Friday, October 4, 2002 - Page updated at 12:00 AM
Tougher laws urged for medical research
Seattle Times staff reporter
The Institute of Medicine, part of the National Academy of Sciences, called yesterday for tougher laws and policies to protect people enrolled in medical research.
The federal Department of Health and Human Services had asked the institute to evaluate protections for human subjects after Jesse Gelsinger, 18, a healthy volunteer, died during a gene-therapy trial at the University of Pennsylvania in 1999.
"In the past few years a number of tragic events involving research participants have shaken public confidence" in the safety of research trials, said Dr. Daniel Federman, a senior dean at Harvard Medical School and chairman of the committee that studied the issue. "Media publicity of these cases and the weaknesses in the protection system that have been exposed have heightened concerns."
Among the news accounts cited in the institute's report was The Seattle Times' series "Uninformed Consent: What patients at 'The Hutch' weren't told about the experiments in which they died." The series highlighted two clinical trials at the Fred Hutchinson Cancer Research Center in which patients weren't told all the risks and in which at least 20 patients died prematurely.
The new report cites failures in patient protection across the research spectrum. Federal oversight is so weak that no one even knows how many people are enrolled in research trials, Federman said.

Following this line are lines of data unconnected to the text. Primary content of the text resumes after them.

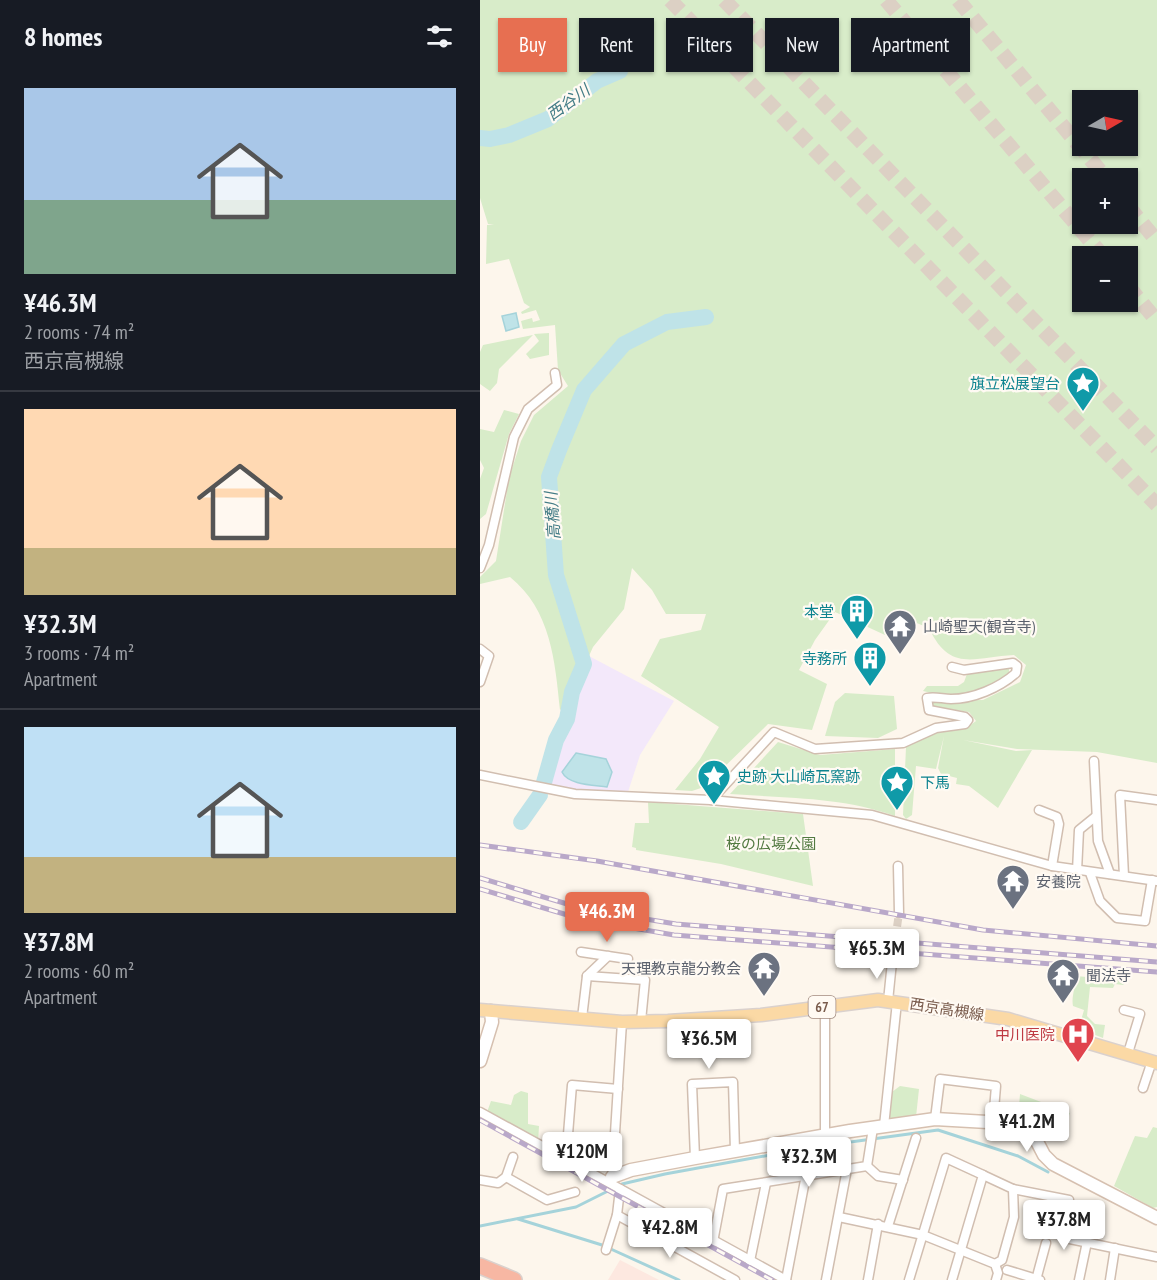 <!DOCTYPE html>
<html lang="en">
<head>
<meta charset="utf-8">
<style>
	:root { --surface:#171b24; --page:#242831; --text:#f1f3f6; --muted:#9ea1a6; --line:#363941; --accent:#e76f51 }
	body { margin:0; font-family:"PT Sans Narrow","Noto Sans JP",sans-serif; background:var(--page); color:var(--text); height:100vh; display:flex; flex-direction:column; font-size:22px; white-space:nowrap }
	* { box-sizing:border-box; margin:0 }
	p { font-size:20px; color:var(--muted) }
	.icon { flex:none; width:33px; height:33px; fill:none; stroke:currentColor; stroke-width:2; stroke-linecap:round; stroke-linejoin:round }
	.map { position:relative; flex:1; overflow:hidden }
	.sheet { display:flex; flex-direction:column; background:var(--surface); width:480px }
	.sheet>* { flex:none }
	.guide { position:absolute; left:18px; top:18px; width:568px; height:54px; display:flex; gap:12px }
	.needle { width:39px; rotate:81deg }
	.controls { position:absolute; left:592px; top:90px; display:grid; gap:12px }
	.controls a { display:grid; place-items:center; width:66px; height:66px; border-radius:0px; background:var(--surface); box-shadow:0 2px 4px #0004; font-size:30px }
	.price { position:absolute; translate:-50% -51px; padding:0 14px; border-radius:6px; background:#fff; color:#222; font-size:20px; line-height:39px; filter:drop-shadow(0 2px 3px #0008) }
	.price::after { content:''; position:absolute; left:50%; top:36px; width:18px; height:14px; margin-left:-9px; background:inherit; clip-path:polygon(0 0,100% 0,50% 100%) }
	.price.selected { background:var(--accent); color:#fff }
	ul { padding:0; list-style:none }
	li { display:grid; align-content:center; gap:12px; height:318px; padding:0 24px }
	li+li { border-top:2px solid var(--line) }
	li span { display:grid; place-items:center; height:186px; border-radius:0px; color:#555 }
	li>.icon { margin-inline-start:auto }
	span .icon { width:108px; height:108px; fill:#fffc; stroke-width:1 }
	li b { font-size:26px }
	h2 { display:flex; justify-content:space-between; align-items:center; height:72px; padding:0 24px; font-size:26px }
	.tag { padding:0 21px; border-radius:0px; background:var(--surface); box-shadow:0 2px 4px #0004; font-size:21px; line-height:54px }
	.tag.selected { background:var(--accent); color:#fff }
	main { display:flex; flex:1; min-height:0 }
	.map>svg:first-child { display:block }
	.commercial { fill:#fde8e0 }
	.education { fill:#f3e8fa }
	.green { fill:#d8ecc9; fill-rule:evenodd }
	.water { fill:#bfe3e8; stroke:#a5d3da; stroke-width:1.5 }
	.lines { fill:none; stroke-linecap:round; stroke-linejoin:round }
	.stream { stroke:#a5d3da; stroke-width:3 }
	.river { stroke:#bfe3e8; stroke-width:16 }
	.street-tunnel { stroke:#dcd0c4; stroke-width:8; stroke-dasharray:8 4; stroke-linecap:butt }
	.highway-tunnel { stroke:#dcd0c4; stroke-width:15; stroke-dasharray:15 8; stroke-linecap:butt }
	.street-casing { stroke:#d1beb0; stroke-width:11 }
	.secondary-casing { stroke:#d6c0b0; stroke-width:15 }
	.primary-casing { stroke:#dad1cd; stroke-width:15 }
	.highway-casing { stroke:#dad1cd; stroke-width:18 }
	.street { stroke:#fff; stroke-width:8 }
	.secondary { stroke:#fff; stroke-width:12 }
	.primary { stroke:#fbd9a5; stroke-width:12 }
	.highway { stroke:#f7b7a3; stroke-width:15 }
	.rail-casing { stroke:#b9a8c9; stroke-width:5 }
	.rail { stroke:#fffaf3; stroke-width:3; stroke-dasharray:9; stroke-linecap:butt }
	.labels { text-anchor:middle; dominant-baseline:central; stroke-width:4.5; stroke-linejoin:round; paint-order:stroke }
	.shield { fill:#fffaf3; stroke:#a28b7f; stroke-width:1.5 }
	.shield-label { font-size:14px; font-weight:bold; fill:#7a5c4d }
	.culture-label { font-size:15px; fill:#0d838f; stroke:#fffaf3; text-anchor:end }
	.worship-label { font-size:15px; fill:#5b616d; stroke:#fffaf3; text-anchor:start }
	.park-label { font-size:15px; fill:#537a41; stroke:#fffaf3 }
	.street-label { font-size:15px; fill:#7a5c4d; stroke:#fffaf3 }
	.health-label { font-size:15px; fill:#be3a42; stroke:#fffaf3; text-anchor:end }
	.water-label { font-size:16px; font-style:italic; fill:#437c86; stroke:#fffaf3 }
</style>
</head>
<body>
<main>
<section class="sheet">
<h2>8 homes<svg class="icon" aria-label="filters" viewBox="0 0 24 24"><path d="M4 7h16M4 17h16"/><circle cx="9" cy="7" r="2"/><circle cx="15" cy="17" r="2"/></svg></h2>
<ul>
<li><span style="background:linear-gradient(#a9c7e8 60%,#7fa58c 0)"><svg class="icon" aria-label="home" viewBox="0 0 24 24"><path d="M3 11l9-7 9 7M6 9v11h12V9"/></svg></span><div><b>¥46.3M</b><p>2 rooms · 74 m²</p><p>西京高槻線</p></div></li>
<li><span style="background:linear-gradient(#ffd9b3 75%,#c2b280 0)"><svg class="icon" aria-label="home" viewBox="0 0 24 24"><path d="M3 11l9-7 9 7M6 9v11h12V9"/></svg></span><div><b>¥32.3M</b><p>3 rooms · 74 m²</p><p>Apartment</p></div></li>
<li><span style="background:linear-gradient(#bfe0f5 70%,#c2b280 0)"><svg class="icon" aria-label="home" viewBox="0 0 24 24"><path d="M3 11l9-7 9 7M6 9v11h12V9"/></svg></span><div><b>¥37.8M</b><p>2 rooms · 60 m²</p><p>Apartment</p></div></li>
</ul>
</section>
<div class="map">
<svg width="677" height="1280" viewBox="0 0 677 1280">
	<rect width="100%" height="100%" fill="#fdf6ec"/>
	<polygon class="commercial" points="140,1260 179,1280 128,1280"/>
	<polygon class="education" points="109,656 194,701 160,755 148,792 128,793 66,786 78,741 88,719 93,692"/>
	<g class="green">
		<path d="M0,0h677v763l-60,-11 -80,-3 -54,-9 53,11 16,-1 -34,58 -29,-22 -13,-2 1,-6 -16,-4 -3,-6 6,-32 -8,33 -20,-3 -4,49 -6,4 -3,-4 3,-68 30,-16 29,-2 11,-8 -7,-9 -39,-6v-5l53,-1 37,-18 6,-17 -12,-10c-40,2 -64,18 -85,-27l-32,-13 -12,20 -50,-23 -20,28 -16,30 28,14 -15,46 -44,-6 -64,63 -12,4 -17,-1 25,-31 19,-32 -78,-51 19,-37 41,-9 5,-16h-40l-14,-24 -20,-22 -8,41 -31,38 -25,56 -8,7c-5,-49 -9,-100 -50,-133l-30,7v-7l16,-16 13,-83 12,-37 13,-26 34,-29 -10,-16 -3,-45 -32,4 -2,-8 11,-3 1,4 7,-2 -4,-10 -14,4 -1,-2 9,-5 -6,-4 -15,-44 -23,5 1,-39h7l-6,-1 -8,-26zM603,100h45v46h-45zM603,178h45v46h-45zM603,256h45v46h-45z"/>
		<polygon points="69,333 69,355 50,359 46,354 59,341 54,334"/>
		<polygon points="53,335 19,369 17,383 10,391 0,384 0,352 3,345"/>
		<polygon points="24,410 39,414 29,434 6,514 0,519 0,479 4,468 0,460 0,429 14,432"/>
		<path d="M529,668v7c-27,16 -55,25 -86,16l4,-5h31l6,-4 3,-8z"/>
		<polygon points="365,693 414,696 417,729 398,738 345,736 355,702"/>
		<path d="M298,742l42,13 75,-6v67c-52,-19 -110,-18 -165,-22z"/>
		<polygon points="168,802 323,814 333,886 241,864 156,850 156,848 152,847 155,823 169,823"/>
		<path d="M596,976l53,5 -6,4 -8,-1 -2,4 -23,-1 -3,29 8,8 10,1 -2,13 -31,-12 8,-2 4,-14 -11,-4c-2,-9 3,-21 3,-30z"/>
		<polygon points="420,1086 439,1089 436,1117 412,1120 409,1117 412,1092"/>
		<polygon points="41,1091 48,1093 48,1124 59,1126 58,1143 6,1115 11,1101 31,1105 34,1095"/>
		<polygon points="540,1094 590,1113 582,1135 550,1120 538,1118"/>
		<polygon points="673,1127 677,1128 677,1207 673,1208 634,1186 655,1136 667,1138"/>
	</g>
	<g class="water">
		<polygon points="36,313 39,327 26,331 22,316"/>
		<path d="M96,753l30,6 6,13 -5,15c-13,-2 -39,-2 -45,-15z"/>
	</g>
	<g class="lines">
		<g class="stream">
			<polyline points="38,1219 122,1245 199,1280"/>
			<polyline points="0,1226 96,1207 142,1184 185,1174 334,1147 458,1130 538,1156 568,1172"/>
		</g>
		<g class="river">
			<polyline points="0,138 10,139 29,135 68,119 117,81 140,71"/>
			<polyline points="63,786 76,740 87,719 92,692 104,664 76,575 69,477 79,450 104,390 144,344 187,322 226,317"/>
			<polyline points="41,822 60,795"/>
		</g>
		<polyline class="street-tunnel" points="412,962 419,913"/>
		<g class="highway-tunnel">
			<polyline points="190,0 677,505"/>
			<polyline points="244,0 677,448"/>
			<polyline points="406,0 623,256"/>
			<polyline points="478,0 626,178"/>
			<polyline points="648,206 677,241"/>
			<polyline points="648,286 677,321"/>
		</g>
		<defs>
			<g id="street">
				<polyline points="0,568 9,545 34,437 48,409 77,385 75,373"/>
				<polyline points="0,649 9,656 0,682"/>
				<polyline points="614,761 618,841 630,874"/>
				<polyline points="0,775 95,794 231,800 392,815 572,866 677,881"/>
				<path d="M231,800l63,-68 41,17 88,-6 33,-15 29,-4 3,-4 -3,-3 -36,-7 -2,-12c8,-2 16,1 24,1 22,0 48,-11 65,-26l1,-7 -4,-3 -49,7 -12,-3"/>
				<polyline points="559,810 577,817 579,824 572,866"/>
				<polyline points="418,866 419,913"/>
				<polyline points="597,871 599,830 615,817"/>
				<polyline points="610,873 620,901 637,918 665,921 672,880"/>
				<polyline points="644,876 640,795 677,800"/>
				<polyline points="101,952 148,959"/>
				<polyline points="107,976 165,980 161,1021"/>
				<polyline points="408,1001 412,962"/>
				<polyline points="644,1010 660,1014 648,1053"/>
				<polyline points="102,1018 107,976 128,956"/>
				<polyline points="663,1088 672,1061"/>
				<polyline points="0,1112 306,1280"/>
				<polyline points="455,1119 460,1079 516,1086 513,1122"/>
				<polyline points="404,1126 417,1002"/>
				<polyline points="345,1135 345,1006"/>
				<polyline points="215,1158 212,1084 253,1082 255,1151"/>
				<polyline points="86,1159 92,1085 138,1089"/>
				<polyline points="387,1166 398,1176 423,1180"/>
				<polyline points="503,1175 533,1189 534,1217 522,1260 515,1264"/>
				<polyline points="26,1177 67,1200 95,1192"/>
				<polyline points="0,1180 18,1183 26,1177 33,1157"/>
				<polyline points="132,1181 142,1022"/>
				<polyline points="533,1189 589,1200 585,1238 677,1257"/>
				<polyline points="137,1215 255,1280"/>
				<polyline points="359,1217 443,1235 515,1264 518,1273 516,1280"/>
				<polyline points="408,1226 436,1138"/>
				<polyline points="233,1242 243,1189 387,1166 393,1128"/>
				<polyline points="126,1250 137,1215 140,1189"/>
				<polyline points="270,1261 286,1183"/>
				<polyline points="527,1270 560,1280"/>
				<polyline points="306,1280 326,1175"/>
				<polyline points="346,1280 367,1169"/>
				<polyline points="388,1280 398,1224"/>
				<polyline points="429,1280 466,1158 503,1175 472,1280"/>
				<polyline points="556,1280 566,1243"/>
				<polyline points="599,1280 607,1242"/>
				<polyline points="630,1280 635,1248"/>
			</g>
			<g id="secondary">
				<polyline points="0,1061 12,1022 11,1011"/>
				<polyline points="132,1177 151,1170 215,1158 370,1131 455,1119 542,1124 550,1128 564,1155 573,1164 677,1218"/>
			</g>
			<polyline id="primary" points="0,1010 142,1022 188,1021 281,1015 398,1000 528,1019 677,1063"/>
			<polyline id="highway" points="0,1266 34,1280"/>
		</defs>
		<use href="#street" class="street-casing"/>
		<use href="#secondary" class="secondary-casing"/>
		<use href="#primary" class="primary-casing"/>
		<use href="#highway" class="highway-casing"/>
		<use href="#street" class="street"/>
		<use href="#secondary" class="secondary"/>
		<use href="#primary" class="primary"/>
		<use href="#highway" class="highway"/>
		<defs>
			<g id="rail">
				<polyline points="0,845 117,861 503,930 677,946"/>
				<polyline points="0,878 104,909 196,924 677,962"/>
				<polyline points="0,889 101,919 194,935 677,972"/>
				<polyline points="0,1120 292,1280"/>
			</g>
		</defs>
		<use href="#rail" class="rail-casing"/>
		<use href="#rail" class="rail"/>
	</g>
	<defs>
		<symbol id="sight-pin" viewBox="-11 -11 22 30"><path d="M0 17L-7.5 6A9.5 9.5 0 1 1 7.5 6Z" fill="#0f9aa8" stroke="#fffaf3"/><path d="M0-6L1.8-2.2L6-1.7L2.9 1.2L3.7 5.4L0 3.3L-3.7 5.4L-2.9 1.2L-6-1.7L-1.8-2.2Z" fill="#fff"/></symbol>
		<symbol id="building-pin" viewBox="-11 -11 22 30"><path d="M0 17L-7.5 6A9.5 9.5 0 1 1 7.5 6Z" fill="#0f9aa8" stroke="#fffaf3"/><path d="M-4-6H4V6H1V3H-1V6H-4ZM-2.5-4.3h1.7v1.8h-1.7ZM.8-4.3h1.7v1.8H.8ZM-2.5-1h1.7V.8h-1.7ZM.8-1h1.7V.8H.8Z" fill="#fff"/></symbol>
		<symbol id="temple-pin" viewBox="-11 -11 22 30"><path d="M0 17L-7.5 6A9.5 9.5 0 1 1 7.5 6Z" fill="#6b7280" stroke="#fffaf3"/><path d="M0-6L5-2H3V0L6.5 2.5H4V6H1.5V3h-3V6H-4V2.5H-6.5L-3 0V-2H-5Z" fill="#fff"/></symbol>
		<symbol id="hospital-pin" viewBox="-11 -11 22 30"><path d="M0 17L-7.5 6A9.5 9.5 0 1 1 7.5 6Z" fill="#e0444e" stroke="#fffaf3"/><path d="M-5-5h3v3.5h4V-5h3V5h-3V1.5h-4V5h-3Z" fill="#fff"/></symbol>
	</defs>
	<g fill-rule="evenodd">
		<use href="#sight-pin" x="584" y="364" width="38" height="52"/>
		<use href="#building-pin" x="358" y="592" width="38" height="52"/>
		<use href="#temple-pin" x="401" y="607" width="38" height="52"/>
		<use href="#building-pin" x="371" y="639" width="38" height="52"/>
		<use href="#sight-pin" x="215" y="757" width="38" height="52"/>
		<use href="#sight-pin" x="398" y="763" width="38" height="52"/>
		<use href="#temple-pin" x="514" y="862" width="38" height="52"/>
		<use href="#temple-pin" x="265" y="949" width="38" height="52"/>
		<use href="#temple-pin" x="564" y="956" width="38" height="52"/>
		<use href="#hospital-pin" x="579" y="1015" width="38" height="52"/>
	</g>
	<g class="labels">
		<rect class="shield" x="328.5" y="996" width="27" height="22" rx="4.5"/>
		<g class="shield-label">
			<text x="342" y="1007">67</text>
		</g>
		<g class="culture-label">
			<text x="580" y="383">旗立松展望台</text>
			<text x="354" y="611">本堂</text>
			<text x="367" y="658">寺務所</text>
			<text x="257" y="776" text-anchor="start">史跡 大山崎瓦窯跡</text>
			<text x="440" y="782" text-anchor="start">下馬</text>
		</g>
		<g class="worship-label">
			<text x="443" y="626">山崎聖天(観音寺)</text>
			<text x="556" y="881">安養院</text>
			<text x="261" y="968" text-anchor="end">天理教京龍分教会</text>
			<text x="606" y="975">聞法寺</text>
		</g>
		<g class="park-label">
			<text x="291" y="843">桜の広場公園</text>
		</g>
		<g class="street-label">
			<text transform="translate(467 1009) rotate(9)">西京高槻線</text>
		</g>
		<g class="health-label">
			<text x="575" y="1034">中川医院</text>
		</g>
		<g class="water-label">
			<text transform="translate(88 102) rotate(-36)">西谷川</text>
			<text transform="translate(72 516) rotate(-94)">高橋川</text>
		</g>
	</g>
</svg>
<div class="controls">
<a><svg class="needle" viewBox="-14 -14 28 28"><path d="M0-13l5 13h-10z" fill="#e53935"/><path d="M0 13l5-13h-10z" fill="#9ea1a6"/></svg></a>
<a>+</a>
<a>−</a>
</div>
<b class="price selected" style="left:127px;top:943px">¥46.3M</b>
<b class="price" style="left:397px;top:980px">¥65.3M</b>
<b class="price" style="left:229px;top:1070px">¥36.5M</b>
<b class="price" style="left:547px;top:1153px">¥41.2M</b>
<b class="price" style="left:102px;top:1183px">¥120M</b>
<b class="price" style="left:329px;top:1188px">¥32.3M</b>
<b class="price" style="left:584px;top:1251px">¥37.8M</b>
<b class="price" style="left:190px;top:1259px">¥42.8M</b>
<div class="guide">
<a class="tag selected">Buy</a>
<a class="tag">Rent</a>
<a class="tag">Filters</a>
<a class="tag">New</a>
<a class="tag">Apartment</a>
</div>
</div>
</main>
</body>
</html>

"There does not appear to be a single cause for these failures but rather a confluence of factors — a combination of stresses, weaknesses, vagaries and lack of accountability — that has pushed the system to the point where change must occur," the report concluded.
Among the recommendations:
• Federal oversight should extend to all medical research, not just to research that is federally funded.
• All research centers should have boards to evaluate the scientific merits of an experiment and potential financial conflicts of interest. All experiments should be previewed by an ethics board.
• Everyone involved in research should be taught ethics.
• Participants should be clearly told all the risks of research.
• Consent documents should be designed to inform participants in research, not protect research centers from liability.
• People injured in experiments should be compensated for injuries.
• Managers at research centers should foster a culture of protection.
Sen. Edward Kennedy, D-Mass., introduced a bill yesterday to enact many of the institute's recommendations, but it appears to lack the bipartisan support to pass this session.